Amplitude refers to vibration range. Achieving high-amplitudes in traditional nanoscale mechanical systems has proven difficult because reducing a resonator's dimensions generally limits how much the resonator can move. Tang's team shows a way of overcoming the performance limitations of conventional systems.
The operating principle is similar to the laser cooling technique used in atomic physics. "One can control the motion of a mechanical structure, amplify or cool its vibrations, just by controlling the wavelength of laser light," said Mahmood Bagheri, the postdoctoral associate in Tang's lab who is the paper's lead author.
Tang and his research team also demonstrate in the paper that a tiny silicon structure within an optomechanical system can effectively store information without the aid of steady power supply — thus serving as a mechanical memory device.
Among other benefits, optomechancial memory devices can withstand harsher environments than electronic or magnetic memory devices, without losing data. Future technologies containing similar high-amplitude optomechanical resonators might be less sensitive to environmental conditions, such as variations in temperature and radiation. At the same time, high-amplitude resonators might enable more accurate and robust measuring devices.

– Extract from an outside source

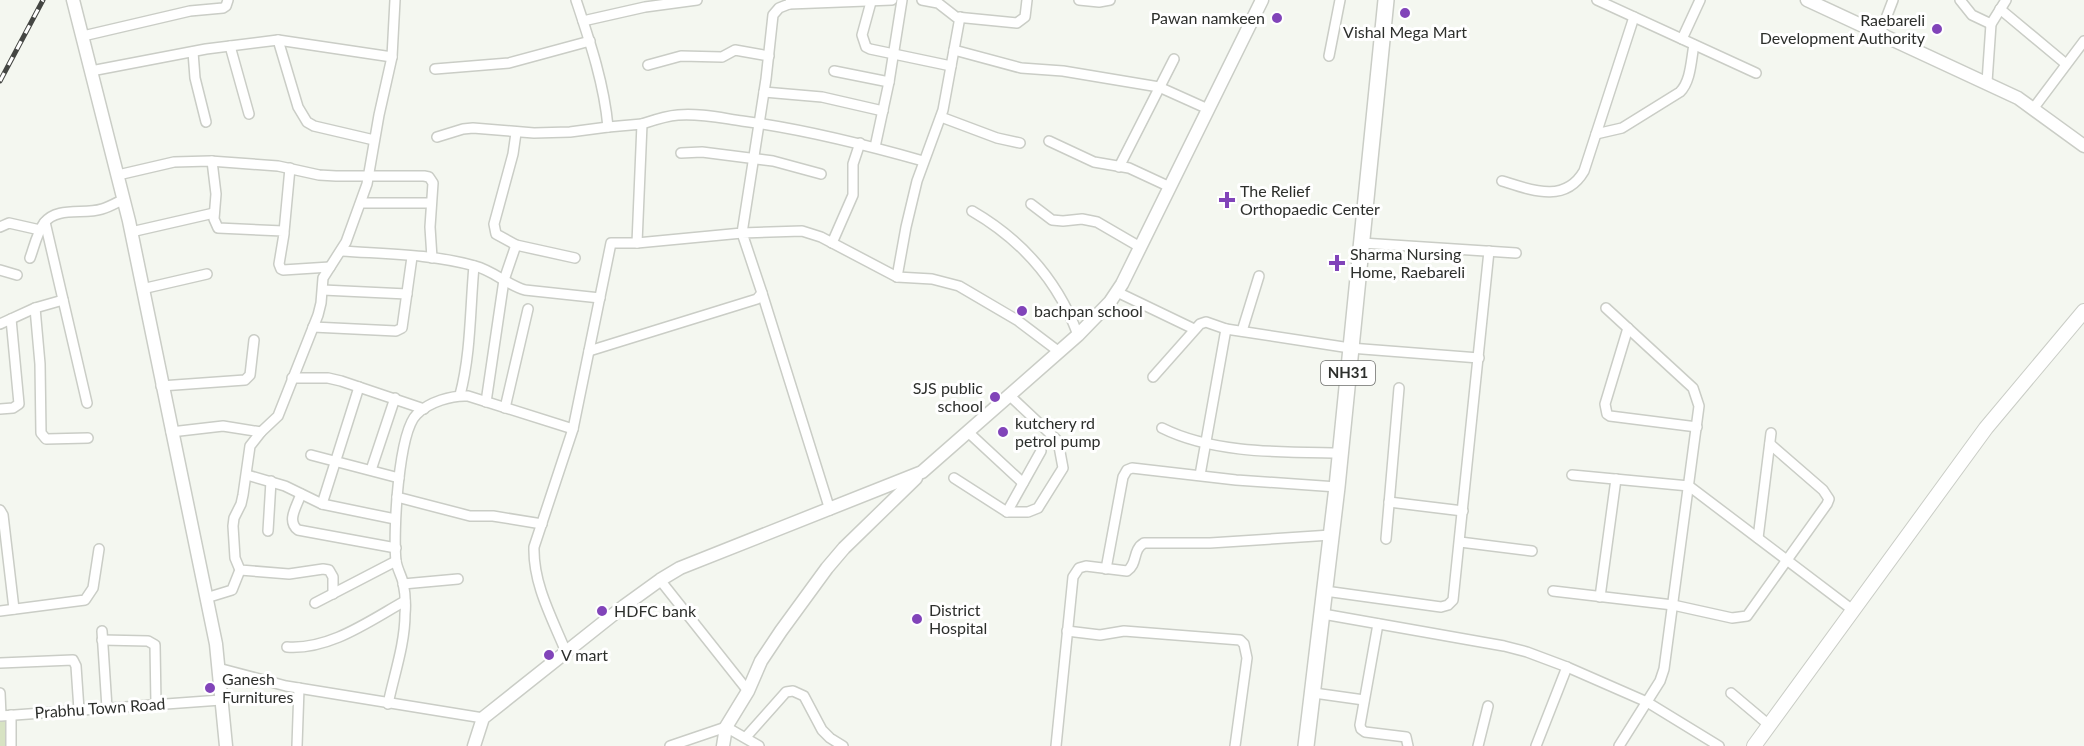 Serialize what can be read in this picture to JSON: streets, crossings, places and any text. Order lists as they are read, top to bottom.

The paper's co-authors are Menno Poot, Mo Li and Wolfram P. H. Pernice, all of Yale. The work was supported by the Defense Advanced Research Projects Agency. Tang is a past winner of a National Science Foundation CAREER award and of a Packard fellowship for promising young faculty members. Discover magazine featured him in its "100 Top Stories of 2009" issue for earlier work on the use of light force. He joined Yale's School of Engineering & Applied Science in 2006.